__PROMPT__. State how many lines in the entries below hold the string "Kempf", and give nothing besides that number.

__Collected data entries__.
::::

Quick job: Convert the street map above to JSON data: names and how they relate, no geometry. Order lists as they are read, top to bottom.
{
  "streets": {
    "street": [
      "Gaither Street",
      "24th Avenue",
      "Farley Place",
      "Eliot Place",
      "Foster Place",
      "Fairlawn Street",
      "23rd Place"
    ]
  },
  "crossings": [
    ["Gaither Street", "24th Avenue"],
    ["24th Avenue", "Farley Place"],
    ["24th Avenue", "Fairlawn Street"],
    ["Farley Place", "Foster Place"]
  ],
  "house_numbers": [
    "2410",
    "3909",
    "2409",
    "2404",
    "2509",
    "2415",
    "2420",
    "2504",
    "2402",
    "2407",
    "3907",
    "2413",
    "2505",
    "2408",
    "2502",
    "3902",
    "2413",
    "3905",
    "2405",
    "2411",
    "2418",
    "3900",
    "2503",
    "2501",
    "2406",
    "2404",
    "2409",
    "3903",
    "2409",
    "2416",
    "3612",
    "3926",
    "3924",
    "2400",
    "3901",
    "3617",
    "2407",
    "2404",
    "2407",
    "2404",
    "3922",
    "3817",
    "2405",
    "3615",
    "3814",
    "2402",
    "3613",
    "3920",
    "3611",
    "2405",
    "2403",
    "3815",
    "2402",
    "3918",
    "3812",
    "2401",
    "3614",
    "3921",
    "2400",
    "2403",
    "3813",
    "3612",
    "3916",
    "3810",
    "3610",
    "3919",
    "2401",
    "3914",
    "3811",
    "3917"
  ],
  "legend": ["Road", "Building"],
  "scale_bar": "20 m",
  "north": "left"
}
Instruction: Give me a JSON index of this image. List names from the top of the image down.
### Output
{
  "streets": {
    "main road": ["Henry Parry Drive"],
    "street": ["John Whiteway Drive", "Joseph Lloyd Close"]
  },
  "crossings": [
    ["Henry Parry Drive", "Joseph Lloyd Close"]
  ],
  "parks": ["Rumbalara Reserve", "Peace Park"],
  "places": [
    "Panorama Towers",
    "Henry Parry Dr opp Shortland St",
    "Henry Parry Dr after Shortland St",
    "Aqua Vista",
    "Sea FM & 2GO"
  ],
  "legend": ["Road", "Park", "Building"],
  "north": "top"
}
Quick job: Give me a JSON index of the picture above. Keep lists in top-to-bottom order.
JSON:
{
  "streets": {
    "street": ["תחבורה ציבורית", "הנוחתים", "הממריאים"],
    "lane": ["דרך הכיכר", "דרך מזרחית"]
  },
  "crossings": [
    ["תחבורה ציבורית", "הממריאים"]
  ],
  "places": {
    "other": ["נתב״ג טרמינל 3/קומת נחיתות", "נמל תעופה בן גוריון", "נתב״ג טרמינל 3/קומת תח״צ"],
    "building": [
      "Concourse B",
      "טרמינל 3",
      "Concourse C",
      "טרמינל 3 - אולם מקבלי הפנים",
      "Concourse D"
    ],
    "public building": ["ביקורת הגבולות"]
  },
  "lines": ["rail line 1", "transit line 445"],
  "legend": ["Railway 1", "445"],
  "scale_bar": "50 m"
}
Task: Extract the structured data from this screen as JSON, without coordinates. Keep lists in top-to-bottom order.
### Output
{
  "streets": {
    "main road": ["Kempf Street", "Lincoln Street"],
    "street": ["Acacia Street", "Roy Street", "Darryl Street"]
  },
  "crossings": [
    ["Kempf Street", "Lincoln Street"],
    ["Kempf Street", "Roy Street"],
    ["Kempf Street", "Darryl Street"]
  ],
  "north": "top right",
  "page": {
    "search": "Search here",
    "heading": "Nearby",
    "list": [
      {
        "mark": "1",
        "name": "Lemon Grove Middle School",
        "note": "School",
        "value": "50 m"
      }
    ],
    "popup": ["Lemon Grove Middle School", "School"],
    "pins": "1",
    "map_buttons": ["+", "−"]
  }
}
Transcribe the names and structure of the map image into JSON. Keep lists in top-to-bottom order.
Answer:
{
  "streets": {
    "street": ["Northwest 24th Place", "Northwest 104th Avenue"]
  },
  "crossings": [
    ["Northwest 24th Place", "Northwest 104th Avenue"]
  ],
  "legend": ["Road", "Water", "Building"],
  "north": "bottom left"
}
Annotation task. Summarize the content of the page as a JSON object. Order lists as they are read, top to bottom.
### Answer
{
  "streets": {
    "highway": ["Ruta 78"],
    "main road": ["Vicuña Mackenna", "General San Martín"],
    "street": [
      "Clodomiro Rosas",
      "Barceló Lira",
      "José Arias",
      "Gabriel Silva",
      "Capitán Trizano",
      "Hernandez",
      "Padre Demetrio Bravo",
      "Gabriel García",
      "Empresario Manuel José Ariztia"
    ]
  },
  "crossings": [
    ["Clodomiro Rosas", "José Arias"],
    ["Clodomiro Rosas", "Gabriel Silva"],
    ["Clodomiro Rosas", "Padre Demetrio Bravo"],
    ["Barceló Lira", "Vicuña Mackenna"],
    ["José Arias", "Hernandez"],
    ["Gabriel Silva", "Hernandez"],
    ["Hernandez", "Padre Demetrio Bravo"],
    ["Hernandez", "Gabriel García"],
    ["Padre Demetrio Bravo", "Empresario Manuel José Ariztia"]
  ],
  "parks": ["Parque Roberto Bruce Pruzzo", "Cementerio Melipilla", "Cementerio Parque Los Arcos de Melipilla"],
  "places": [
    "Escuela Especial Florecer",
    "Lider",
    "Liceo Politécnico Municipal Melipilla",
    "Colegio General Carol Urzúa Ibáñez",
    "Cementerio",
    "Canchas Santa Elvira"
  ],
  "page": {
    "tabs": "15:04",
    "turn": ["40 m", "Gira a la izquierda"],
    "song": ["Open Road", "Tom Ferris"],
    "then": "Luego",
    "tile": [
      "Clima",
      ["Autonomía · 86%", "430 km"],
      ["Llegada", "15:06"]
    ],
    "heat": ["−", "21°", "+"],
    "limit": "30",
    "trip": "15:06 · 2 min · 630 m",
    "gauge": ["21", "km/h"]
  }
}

::::

__EXPECTED ANSWER__. 4